# Vectors

## Vector Acceleration and Speed

### Position Vector

Imagine a piece of furniture moving on a random path with an O origin.

If we place a Cartesian plane situated on this origin, then we can locate the furniture in this trajectory by means of a vector.

The vector it is called displacement vector and has modulus, direction and direction.  = P-O

### Vector Speed

Vector Average Speed: Consider a moving along the trajectory of the chart above, occupying positions and in moments and respectively.

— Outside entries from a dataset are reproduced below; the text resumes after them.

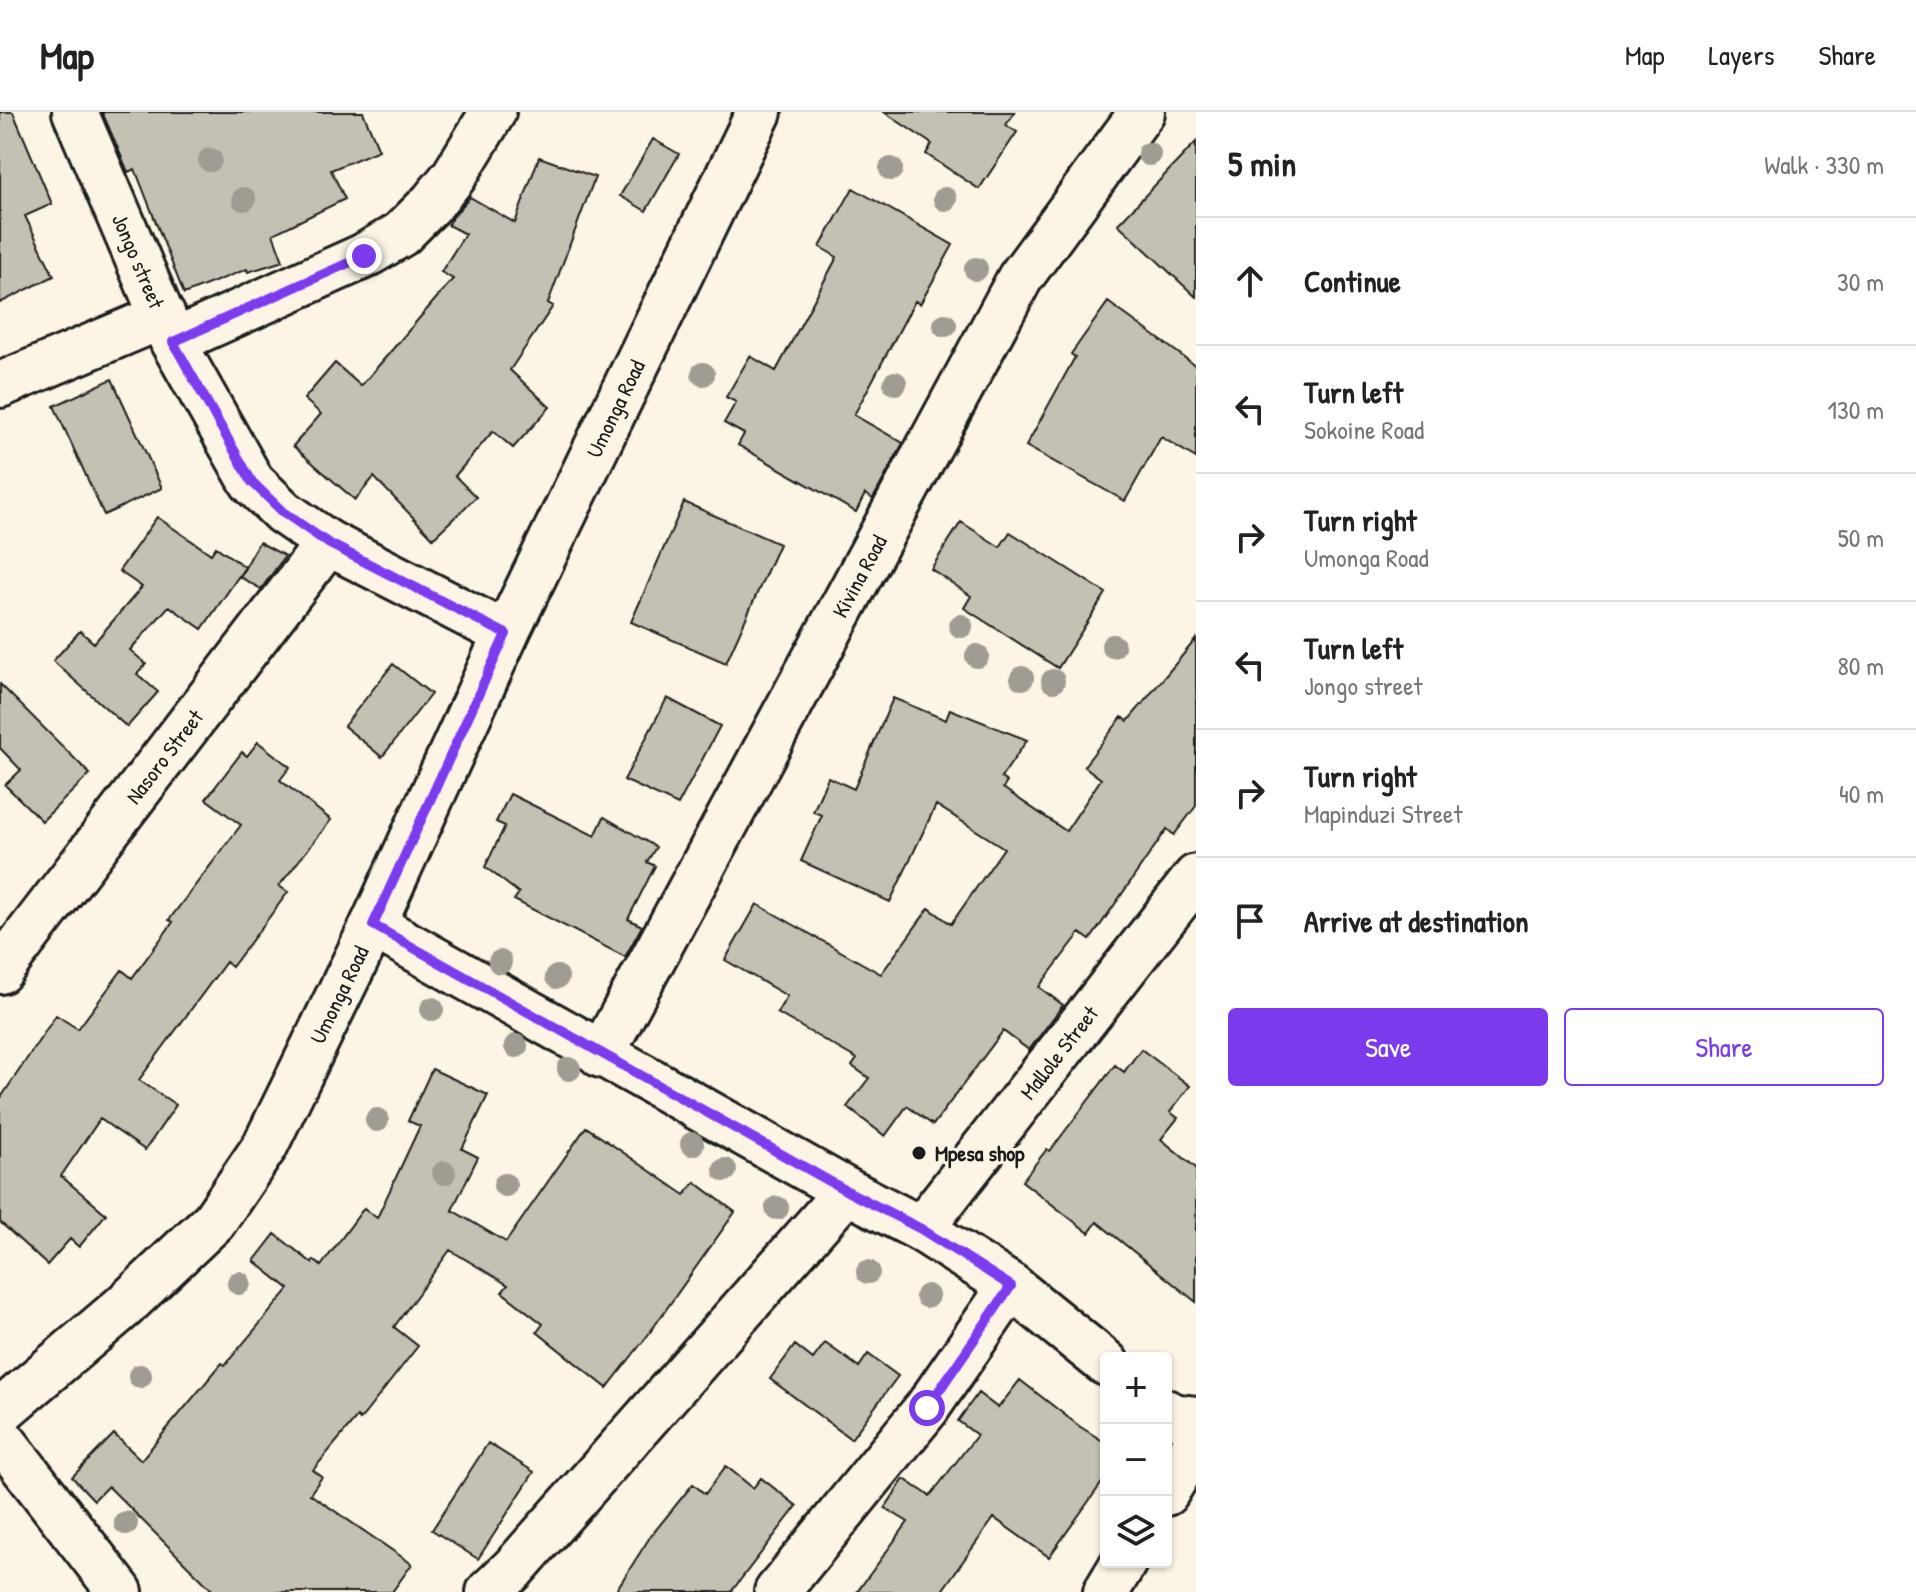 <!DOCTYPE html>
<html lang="en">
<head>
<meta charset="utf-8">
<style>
	body { margin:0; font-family:"Patrick Hand",sans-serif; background:#f2f2f2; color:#222 }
	.controls { position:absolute; right:24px; bottom:24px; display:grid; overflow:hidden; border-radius:8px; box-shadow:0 2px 6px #0004 }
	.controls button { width:72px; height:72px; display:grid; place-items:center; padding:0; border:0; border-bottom:2px solid #e0e0e0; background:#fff; color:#222; font:40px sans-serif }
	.stop { position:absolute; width:24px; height:24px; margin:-18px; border:6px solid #7c3aed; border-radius:50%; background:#fff }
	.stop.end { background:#7c3aed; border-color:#fff; box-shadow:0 2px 8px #0008 }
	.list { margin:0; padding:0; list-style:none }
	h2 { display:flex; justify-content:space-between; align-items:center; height:104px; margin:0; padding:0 32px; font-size:34px }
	h2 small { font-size:26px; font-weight:400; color:#767676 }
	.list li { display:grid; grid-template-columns:52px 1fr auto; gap:24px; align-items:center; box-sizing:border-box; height:128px; padding:0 32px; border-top:2px solid #e0e0e0 }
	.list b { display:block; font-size:30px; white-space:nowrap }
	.list p { margin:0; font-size:26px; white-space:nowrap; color:#767676 }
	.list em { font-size:26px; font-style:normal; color:#767676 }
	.actions { display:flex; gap:16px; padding:24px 32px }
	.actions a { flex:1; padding:18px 0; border:2px solid #7c3aed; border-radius:8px; text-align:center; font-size:28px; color:#7c3aed }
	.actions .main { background:#7c3aed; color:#fff }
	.icon { flex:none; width:44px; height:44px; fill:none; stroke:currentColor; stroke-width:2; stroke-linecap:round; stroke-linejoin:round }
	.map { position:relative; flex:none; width:1196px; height:1480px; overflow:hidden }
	header { display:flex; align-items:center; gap:48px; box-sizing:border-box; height:112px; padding:0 40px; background:#fff; border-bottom:2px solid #e0e0e0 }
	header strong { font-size:38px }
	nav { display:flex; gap:44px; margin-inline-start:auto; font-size:28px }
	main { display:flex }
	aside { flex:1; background:#fff }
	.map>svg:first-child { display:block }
	.building { fill:#c4c0b3; stroke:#1c1c1c; stroke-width:2 }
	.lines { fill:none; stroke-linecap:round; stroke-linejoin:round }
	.minor-casing { stroke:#1c1c1c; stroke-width:50 }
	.minor { stroke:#fcf5e5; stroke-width:44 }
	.tree { fill:#a09c93 }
	.route { stroke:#7c3aed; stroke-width:10 }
	.poi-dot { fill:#1c1c1c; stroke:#fcf5e5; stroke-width:3 }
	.labels { text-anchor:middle; stroke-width:6; stroke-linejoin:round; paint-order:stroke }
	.street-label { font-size:22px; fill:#1c1c1c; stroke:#fcf5e5 }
	.poi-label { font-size:22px; font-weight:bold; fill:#1c1c1c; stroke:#fcf5e5; text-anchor:start }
</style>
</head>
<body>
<header>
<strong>Map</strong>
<nav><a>Map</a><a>Layers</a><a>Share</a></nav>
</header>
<main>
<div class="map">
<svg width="1196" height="1480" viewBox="0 0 1196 1480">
	<rect width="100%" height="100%" fill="#fcf5e5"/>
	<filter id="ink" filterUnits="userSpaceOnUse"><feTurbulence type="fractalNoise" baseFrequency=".0125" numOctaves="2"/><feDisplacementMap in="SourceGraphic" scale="16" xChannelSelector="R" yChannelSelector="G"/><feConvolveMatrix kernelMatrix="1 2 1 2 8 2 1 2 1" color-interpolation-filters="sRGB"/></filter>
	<g filter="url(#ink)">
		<path class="building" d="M 0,0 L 13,0 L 52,92 L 25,104 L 54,164 L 0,191 Z
			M 102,0 L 363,0 L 379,38 L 331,58 L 345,87 L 273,122 L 283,149 L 248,160 L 247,157 L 184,182 L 135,57 L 128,60 Z
			M 884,0 L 1015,0 L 1006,13 L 1017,20 L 979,77 L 926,42 L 932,32 Z
			M 653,27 L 679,42 L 646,99 L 620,84 Z
			M 1196,30 L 1196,185 L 1118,112 Z
			M 539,45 L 595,65 L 548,191 L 553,194 L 510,258 L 550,295 L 513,336 L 493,319 L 455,364 L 476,385 L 433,426 L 374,365 L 355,388 L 293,334 L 321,302 L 304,287 L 335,251 L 361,274 L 453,167 L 441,160 L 465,122 L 448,113 L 452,106 L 470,85 L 515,111 Z
			M 853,76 L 953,133 L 920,192 L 915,189 L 854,303 L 903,331 L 873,387 L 865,382 L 856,400 L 738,333 L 744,322 L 724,311 L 736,290 L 726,285 L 750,244 L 776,259 L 837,145 L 820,135 Z
			M 1108,190 L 1196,254 L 1196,346 L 1161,325 L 1125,389 L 1026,334 L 1075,245 L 1071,242 Z
			M 112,267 L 162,376 L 104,403 L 54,294 Z
			M 684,390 L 779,432 L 726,551 L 631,510 Z
			M 157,405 L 211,442 L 216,435 L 245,455 L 202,517 L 169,494 L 130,538 L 146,552 L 137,562 L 158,580 L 127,615 L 53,549 L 80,519 L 94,531 L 142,475 L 119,459 Z
			M 961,410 L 1000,435 L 1010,420 L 1106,481 L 1058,556 L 964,496 L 971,484 L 931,457 Z
			M 259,430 L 285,444 L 261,477 L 240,465 Z
			M 1196,527 L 1196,694 L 1174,723 L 1167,717 L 1090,828 L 1080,821 L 1039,875 L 1063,893 L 1029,938 L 1003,919 L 933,1013 L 907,994 L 885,1024 L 847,995 L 869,966 L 852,954 L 857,947 L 777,901 L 787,884 L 725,848 L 757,792 L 881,862 L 929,796 L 951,812 L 1004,736 L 936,693 L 890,790 L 801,749 L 822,703 L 813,700 L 828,665 L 854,677 L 893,586 L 946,608 L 950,597 L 1027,628 L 1001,666 L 1007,670 L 1003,676 L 1066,719 L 1101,667 L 1084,654 L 1122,605 L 1128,609 Z
			M 393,552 L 431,582 L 382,645 L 344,614 Z
			M 0,572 L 90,662 L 42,709 L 5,673 L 21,658 L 0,636 Z
			M 667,586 L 720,614 L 678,693 L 624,668 Z
			M 258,630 L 290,655 L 280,668 L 331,708 L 279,774 L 288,780 L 232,855 L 226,850 L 139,968 L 176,993 L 145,1038 L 100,1007 L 61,1064 L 106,1102 L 79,1135 L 70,1127 L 47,1153 L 0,1110 L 0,987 L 56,903 L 78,917 L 122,858 L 132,866 L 173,810 L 169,808 L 241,713 L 206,687 L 242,640 L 247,644 Z
			M 510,682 L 595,724 L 604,705 L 656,735 L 647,750 L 655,754 L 628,807 L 642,814 L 625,845 L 514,788 L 519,781 L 485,755 L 505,714 L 496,710 Z
			M 1141,937 L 1190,974 L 1170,1000 L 1178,1006 L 1161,1027 L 1196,1056 L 1196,1190 L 1097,1110 L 1089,1121 L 1022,1069 L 1047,1037 L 1050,1039 L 1115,953 L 1124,960 Z
			M 432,957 L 488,983 L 462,1037 L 478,1045 L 452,1098 L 506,1130 L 586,1015 L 685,1083 L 695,1070 L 735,1100 L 648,1223 L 607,1276 L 537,1220 L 543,1212 L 502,1180 L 508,1173 L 450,1138 L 394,1215 L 418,1234 L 360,1308 L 357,1305 L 313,1358 L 322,1365 L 310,1382 L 412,1452 L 392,1480 L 214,1480 L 108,1374 L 94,1388 L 72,1365 L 114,1322 L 141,1348 L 222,1251 L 225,1253 L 289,1177 L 254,1149 L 275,1122 L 312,1151 L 314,1148 L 321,1154 L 364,1096 L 377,1106 L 420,1014 L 408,1009 Z
			M 825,1231 L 859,1255 L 868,1242 L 898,1264 L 851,1327 L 770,1267 L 795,1233 L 813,1247 Z
			M 1020,1268 L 1079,1314 L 1106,1331 L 1106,1365 L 1049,1445 L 994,1406 L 941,1480 L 857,1480 L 908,1410 L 885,1396 L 904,1367 L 930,1384 L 977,1323 L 958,1309 L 978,1281 L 998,1296 Z
			M 488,1331 L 534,1360 L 478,1447 L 432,1418 Z
			M 726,1354 L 753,1376 L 761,1366 L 797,1394 L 731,1480 L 615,1480 L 650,1425 L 693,1372 L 705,1382 Z"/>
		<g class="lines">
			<defs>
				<g id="minor">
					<path id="s1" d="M 75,0 L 173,230 L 252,370 L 283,400 L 328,431 L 506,522"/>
					<path d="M 173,230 L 364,144 L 401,122 L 432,91 L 454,64 L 493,0"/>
					<path d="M 0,273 L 163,204"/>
					<path d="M 373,813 L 847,1079 L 921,1117 L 1011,1174 L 1106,1251"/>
					<path id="s2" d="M 0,859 L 328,431"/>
					<path id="s3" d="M 601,943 L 1020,166 L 1142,0"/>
					<path id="s4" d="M 921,1117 L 1196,765"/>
					<path id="s5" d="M 0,1300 L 123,1195 L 214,1109 L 265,1034 L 373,813 L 506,522 L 759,0"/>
					<path d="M 1166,1300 L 1172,1304 L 1196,1307"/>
					<path d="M 0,1325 L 120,1480"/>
					<path d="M 1166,1381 L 1196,1331"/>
					<path d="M 489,1480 L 513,1457 L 847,1079"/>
					<path d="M 777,1480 L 927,1296 L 1011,1174"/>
					<path d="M 1106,1480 L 1124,1450"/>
				</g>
			</defs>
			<use href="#minor" class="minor-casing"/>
			<use href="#minor" class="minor"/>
		</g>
		<g class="tree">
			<circle cx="1149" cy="42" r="12"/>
			<circle cx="210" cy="48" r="12"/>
			<circle cx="891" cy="57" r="12"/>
			<circle cx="244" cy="87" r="12"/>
			<circle cx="945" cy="87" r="12"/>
			<circle cx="976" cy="157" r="12"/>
			<circle cx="945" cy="213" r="12"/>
			<circle cx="703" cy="262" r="12"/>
			<circle cx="895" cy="271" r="12"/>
			<circle cx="961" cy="514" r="12"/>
			<circle cx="1113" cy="534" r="12"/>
			<circle cx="977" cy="544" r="12"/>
			<circle cx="1022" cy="566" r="12"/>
			<circle cx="1053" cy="569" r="12"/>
			<circle cx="500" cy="850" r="12"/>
			<circle cx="557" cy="865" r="12"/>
			<circle cx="432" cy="897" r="12"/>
			<circle cx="516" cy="934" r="12"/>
			<circle cx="569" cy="957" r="12"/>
			<circle cx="377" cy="1008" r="12"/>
			<circle cx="692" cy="1032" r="12"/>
			<circle cx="725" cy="1058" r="12"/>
			<circle cx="444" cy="1061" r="12"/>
			<circle cx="505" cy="1073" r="12"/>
			<circle cx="777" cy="1096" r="12"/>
			<circle cx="868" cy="1160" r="12"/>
			<circle cx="239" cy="1171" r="12"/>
			<circle cx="927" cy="1184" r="12"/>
			<circle cx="140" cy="1264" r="12"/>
			<circle cx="126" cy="1411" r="12"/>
		</g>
	</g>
	<g class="lines" filter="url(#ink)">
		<path class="route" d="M 364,144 L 173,230 L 252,370 L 283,400 L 328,431 L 506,522 L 373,813 L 847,1079 L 921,1117 L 1011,1174 L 927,1296"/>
	</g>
	<circle class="poi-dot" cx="919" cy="1041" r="8"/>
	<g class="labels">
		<g class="street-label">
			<text dy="8" stroke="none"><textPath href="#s1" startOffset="162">Jongo street</textPath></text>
			<text dy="8" stroke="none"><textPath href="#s5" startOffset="1194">Umonga Road</textPath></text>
			<text dy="8" stroke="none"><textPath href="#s3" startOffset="544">Kivina Road</textPath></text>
			<text dy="8" stroke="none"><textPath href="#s2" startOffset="270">Nasoro Street</textPath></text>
			<text dy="8" stroke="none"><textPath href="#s5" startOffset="546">Umonga Road</textPath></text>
			<text dy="8" stroke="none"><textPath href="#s4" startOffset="224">Mallole Street</textPath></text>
		</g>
		<g class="poi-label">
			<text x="935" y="1049">Mpesa shop</text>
		</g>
	</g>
</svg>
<div class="controls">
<button>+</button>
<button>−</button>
<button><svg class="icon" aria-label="layers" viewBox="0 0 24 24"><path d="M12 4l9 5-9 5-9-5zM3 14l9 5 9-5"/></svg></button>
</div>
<div class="stop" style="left:927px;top:1296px"></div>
<div class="stop end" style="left:364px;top:144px"></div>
</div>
<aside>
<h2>5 min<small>Walk · 330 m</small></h2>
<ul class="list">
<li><svg class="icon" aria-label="ahead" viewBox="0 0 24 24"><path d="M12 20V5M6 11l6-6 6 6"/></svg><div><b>Continue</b></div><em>30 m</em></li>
<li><svg class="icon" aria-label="left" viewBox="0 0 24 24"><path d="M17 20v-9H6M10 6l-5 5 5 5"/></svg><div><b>Turn left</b><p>Sokoine Road</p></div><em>130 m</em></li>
<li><svg class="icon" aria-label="right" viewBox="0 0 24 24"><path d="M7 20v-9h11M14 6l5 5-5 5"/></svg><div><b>Turn right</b><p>Umonga Road</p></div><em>50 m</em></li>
<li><svg class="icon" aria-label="left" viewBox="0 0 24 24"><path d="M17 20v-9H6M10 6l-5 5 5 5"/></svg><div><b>Turn left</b><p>Jongo street</p></div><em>80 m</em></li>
<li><svg class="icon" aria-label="right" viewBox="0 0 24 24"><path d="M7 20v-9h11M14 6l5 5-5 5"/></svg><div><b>Turn right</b><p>Mapinduzi Street</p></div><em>40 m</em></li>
<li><svg class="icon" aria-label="arrive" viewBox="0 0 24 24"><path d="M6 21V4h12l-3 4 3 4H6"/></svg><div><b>Arrive at destination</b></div></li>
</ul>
<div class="actions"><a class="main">Save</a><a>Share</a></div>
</aside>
</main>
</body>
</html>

Knowing that the average velocity is equal to the time-shift vector quotient:  Note:

The average velocity vector has the same direction and direction as the displacement vector because it is obtained when we multiply a positive number. by the vector .

Instantaneous Speed ​​Vector: Analogous to instantaneous scalar speed, when the time interval tends to zero ( ), the calculated speed will be the instantaneous speed.

So: ### Vector Acceleration

Vector Average Acceleration: Considering a piece of furniture that travels any trajectory with speed in an instant and speed at a later time , its average acceleration will be given by:  Note:

As for the velocity vector, the acceleration vector will have the same direction and direction as the velocity vector, as it is the result of the product of this vector ( ) by a positive scalar number, .

Instant Acceleration Vector: Instant vector acceleration will be given when the time interval tends to zero ( ). Knowing these concepts, we can define the functions of velocity as a function of time, displacement as a function of time, and the Torricelli equation for vector notation: For example:

A body moves with speed , and constant acceleration , as described below: (a) What is the velocity vector after 10 seconds? (b) What is the position of the furniture at this moment?

(a) To calculate vector velocity as a function of time, we need to decompose the initial velocity and acceleration vectors into their projections into x and y: So we can divide the motion into vertical (y) and horizontal (x):

In x:  In y:  From these values ​​we can calculate the velocity vector:  (B)Knowing the velocity vector, we can calculate the position vector by the Torricelli equation, or by the hourly displacement function, both in the form of vectors: By Torricelli: in the same direction and direction as the acceleration and velocity vectors.

By Time Position Function: in the same direction and direction as the acceleration and velocity vectors.